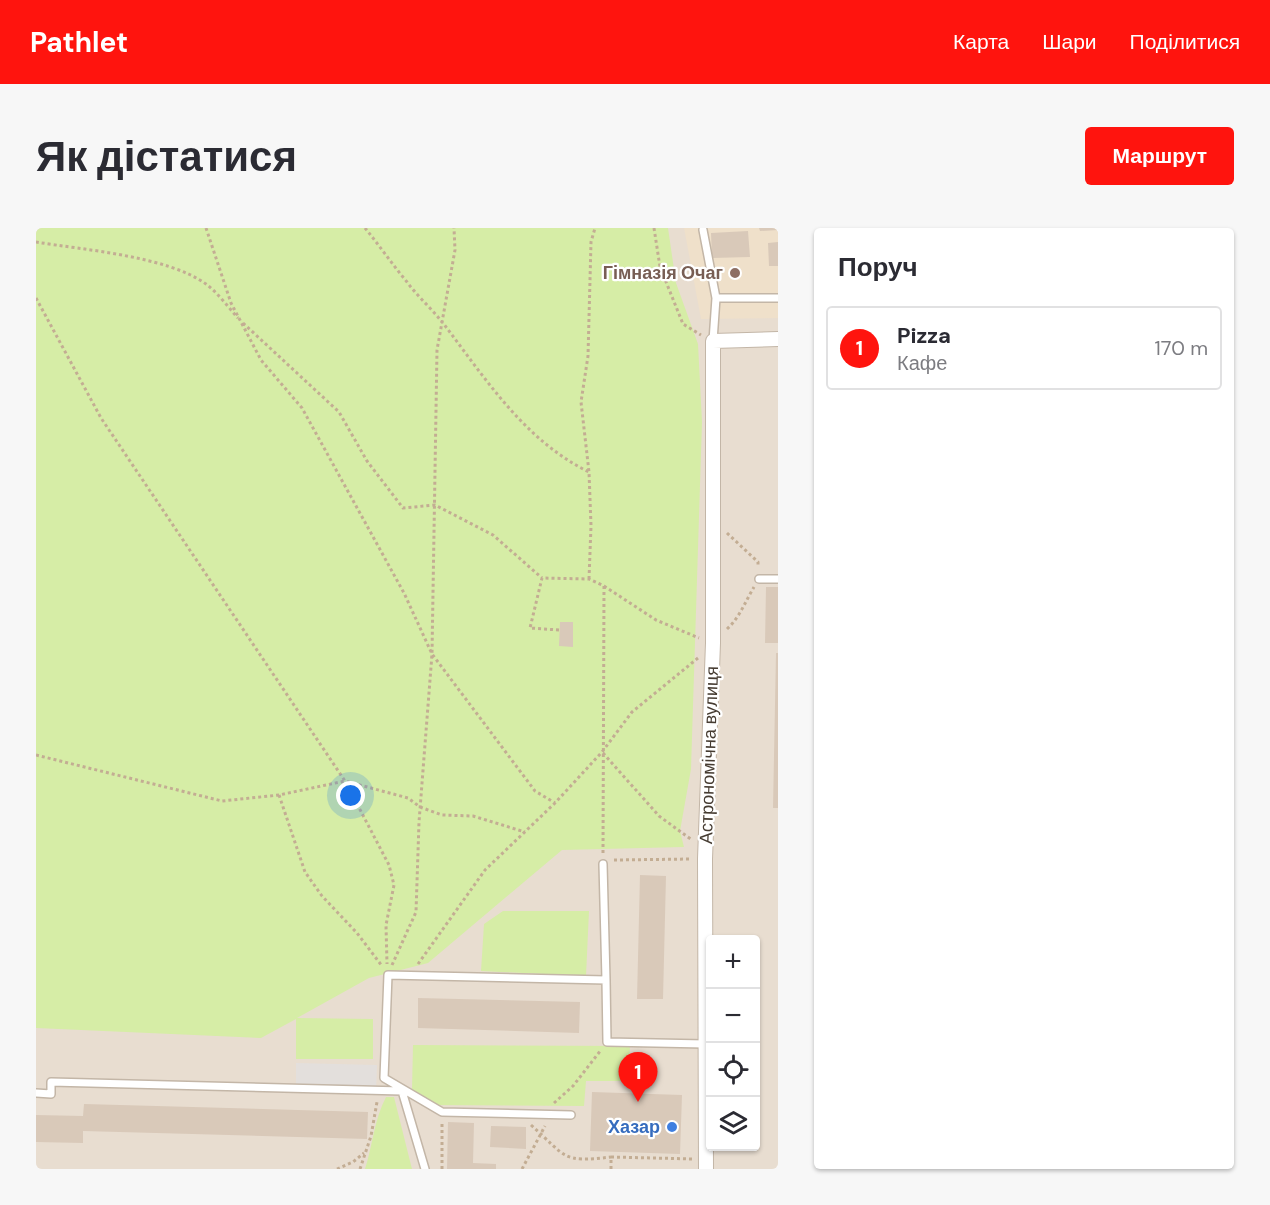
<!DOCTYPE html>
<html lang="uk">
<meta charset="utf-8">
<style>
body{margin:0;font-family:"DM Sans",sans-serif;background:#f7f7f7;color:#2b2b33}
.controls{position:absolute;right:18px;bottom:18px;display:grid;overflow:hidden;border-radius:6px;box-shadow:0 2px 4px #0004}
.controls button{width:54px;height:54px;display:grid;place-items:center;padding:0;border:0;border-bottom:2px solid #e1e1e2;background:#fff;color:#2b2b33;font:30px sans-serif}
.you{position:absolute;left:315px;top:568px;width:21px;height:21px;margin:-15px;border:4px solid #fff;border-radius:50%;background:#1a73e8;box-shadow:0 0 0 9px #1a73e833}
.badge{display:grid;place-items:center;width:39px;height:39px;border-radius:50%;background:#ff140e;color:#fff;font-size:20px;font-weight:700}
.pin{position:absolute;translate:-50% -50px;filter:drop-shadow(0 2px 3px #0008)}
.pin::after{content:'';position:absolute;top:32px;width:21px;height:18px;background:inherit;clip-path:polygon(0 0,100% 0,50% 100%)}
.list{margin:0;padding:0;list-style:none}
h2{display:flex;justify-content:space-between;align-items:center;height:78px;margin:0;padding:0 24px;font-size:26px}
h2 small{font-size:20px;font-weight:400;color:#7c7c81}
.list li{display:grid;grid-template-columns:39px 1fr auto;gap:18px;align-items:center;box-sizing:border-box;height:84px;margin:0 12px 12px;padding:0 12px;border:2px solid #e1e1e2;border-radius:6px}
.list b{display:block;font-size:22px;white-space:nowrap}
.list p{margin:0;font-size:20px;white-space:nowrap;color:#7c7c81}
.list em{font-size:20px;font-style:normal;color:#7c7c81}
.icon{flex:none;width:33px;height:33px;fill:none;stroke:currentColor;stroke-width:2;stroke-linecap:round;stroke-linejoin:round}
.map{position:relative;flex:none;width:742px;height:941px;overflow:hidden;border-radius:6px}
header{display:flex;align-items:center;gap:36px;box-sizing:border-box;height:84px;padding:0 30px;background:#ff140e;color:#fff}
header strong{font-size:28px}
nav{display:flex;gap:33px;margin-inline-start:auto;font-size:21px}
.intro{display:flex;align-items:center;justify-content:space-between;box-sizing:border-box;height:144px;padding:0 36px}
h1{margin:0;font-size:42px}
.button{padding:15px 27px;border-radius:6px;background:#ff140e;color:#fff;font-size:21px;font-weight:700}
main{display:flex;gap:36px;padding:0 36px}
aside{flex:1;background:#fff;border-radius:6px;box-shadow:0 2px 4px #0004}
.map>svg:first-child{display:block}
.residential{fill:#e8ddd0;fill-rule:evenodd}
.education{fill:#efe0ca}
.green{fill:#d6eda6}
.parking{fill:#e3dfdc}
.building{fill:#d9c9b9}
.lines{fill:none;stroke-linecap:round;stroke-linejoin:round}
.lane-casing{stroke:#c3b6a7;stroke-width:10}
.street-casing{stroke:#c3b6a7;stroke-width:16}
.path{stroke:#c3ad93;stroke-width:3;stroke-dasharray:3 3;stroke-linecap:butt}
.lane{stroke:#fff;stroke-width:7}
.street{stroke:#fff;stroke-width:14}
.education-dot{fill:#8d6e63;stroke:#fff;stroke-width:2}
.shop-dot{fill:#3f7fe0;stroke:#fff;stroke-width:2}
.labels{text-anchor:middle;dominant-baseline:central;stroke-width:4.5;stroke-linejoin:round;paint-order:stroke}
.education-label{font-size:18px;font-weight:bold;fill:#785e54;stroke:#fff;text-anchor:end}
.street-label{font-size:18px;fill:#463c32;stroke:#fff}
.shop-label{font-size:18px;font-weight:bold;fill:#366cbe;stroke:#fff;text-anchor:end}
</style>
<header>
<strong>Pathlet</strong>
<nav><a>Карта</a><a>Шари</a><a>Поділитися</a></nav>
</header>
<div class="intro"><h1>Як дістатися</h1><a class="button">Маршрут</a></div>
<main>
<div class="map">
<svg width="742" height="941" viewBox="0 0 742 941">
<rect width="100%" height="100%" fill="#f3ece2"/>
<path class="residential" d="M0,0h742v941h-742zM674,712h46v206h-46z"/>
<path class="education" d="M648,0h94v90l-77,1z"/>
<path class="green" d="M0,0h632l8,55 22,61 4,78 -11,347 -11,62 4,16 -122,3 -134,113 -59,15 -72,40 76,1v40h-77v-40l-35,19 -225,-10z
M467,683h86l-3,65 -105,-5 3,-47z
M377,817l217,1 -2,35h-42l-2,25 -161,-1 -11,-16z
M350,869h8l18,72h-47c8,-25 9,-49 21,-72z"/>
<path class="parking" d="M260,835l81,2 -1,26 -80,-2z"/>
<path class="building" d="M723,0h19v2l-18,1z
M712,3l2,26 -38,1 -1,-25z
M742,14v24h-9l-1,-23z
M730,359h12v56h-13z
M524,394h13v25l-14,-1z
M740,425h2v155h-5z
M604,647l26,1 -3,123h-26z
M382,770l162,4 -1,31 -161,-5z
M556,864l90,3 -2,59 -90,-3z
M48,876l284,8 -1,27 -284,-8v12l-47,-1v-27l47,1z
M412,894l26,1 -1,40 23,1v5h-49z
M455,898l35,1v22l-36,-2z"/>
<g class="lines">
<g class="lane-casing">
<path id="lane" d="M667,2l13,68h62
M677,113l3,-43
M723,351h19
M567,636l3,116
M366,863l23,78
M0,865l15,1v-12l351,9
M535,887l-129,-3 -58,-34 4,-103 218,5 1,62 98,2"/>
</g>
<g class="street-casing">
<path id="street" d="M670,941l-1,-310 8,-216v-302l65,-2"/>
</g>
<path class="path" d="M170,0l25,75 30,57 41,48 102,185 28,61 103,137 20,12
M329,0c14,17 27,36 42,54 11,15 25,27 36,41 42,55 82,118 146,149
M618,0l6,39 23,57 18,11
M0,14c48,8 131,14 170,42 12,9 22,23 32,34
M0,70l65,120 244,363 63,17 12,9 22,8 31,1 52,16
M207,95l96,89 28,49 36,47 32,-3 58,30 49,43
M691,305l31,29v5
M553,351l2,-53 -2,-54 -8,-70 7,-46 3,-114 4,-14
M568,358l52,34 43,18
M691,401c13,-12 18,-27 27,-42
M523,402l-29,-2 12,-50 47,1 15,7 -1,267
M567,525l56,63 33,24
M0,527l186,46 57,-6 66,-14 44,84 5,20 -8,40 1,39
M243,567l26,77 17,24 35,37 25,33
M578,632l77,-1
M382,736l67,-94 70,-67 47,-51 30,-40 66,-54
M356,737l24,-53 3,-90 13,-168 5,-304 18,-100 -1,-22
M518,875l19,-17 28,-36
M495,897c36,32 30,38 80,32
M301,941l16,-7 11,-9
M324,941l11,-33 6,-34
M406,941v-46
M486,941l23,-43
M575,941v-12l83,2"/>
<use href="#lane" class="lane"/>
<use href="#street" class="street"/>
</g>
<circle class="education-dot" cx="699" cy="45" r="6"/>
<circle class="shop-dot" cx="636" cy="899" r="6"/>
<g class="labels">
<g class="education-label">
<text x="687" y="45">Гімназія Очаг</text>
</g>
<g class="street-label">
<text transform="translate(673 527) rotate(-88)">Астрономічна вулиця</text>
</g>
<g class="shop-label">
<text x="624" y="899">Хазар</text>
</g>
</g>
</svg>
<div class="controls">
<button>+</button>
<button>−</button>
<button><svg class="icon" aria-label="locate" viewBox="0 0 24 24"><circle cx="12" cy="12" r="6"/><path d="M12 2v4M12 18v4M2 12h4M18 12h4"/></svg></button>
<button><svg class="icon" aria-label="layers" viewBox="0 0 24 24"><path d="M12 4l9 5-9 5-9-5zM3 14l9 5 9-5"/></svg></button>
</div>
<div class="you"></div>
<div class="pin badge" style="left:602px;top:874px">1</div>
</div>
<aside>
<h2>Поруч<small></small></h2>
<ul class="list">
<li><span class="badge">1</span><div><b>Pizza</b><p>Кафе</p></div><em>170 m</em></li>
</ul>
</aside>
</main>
---*---
Exercise brief -> Among the lines above, which ones hold the string "header"? Show them.

Task output ->
header{display:flex;align-items:center;gap:36px;box-sizing:border-box;height:84px;padding:0 30px;background:#ff140e;color:#fff}
header strong{font-size:28px}
<header>
</header>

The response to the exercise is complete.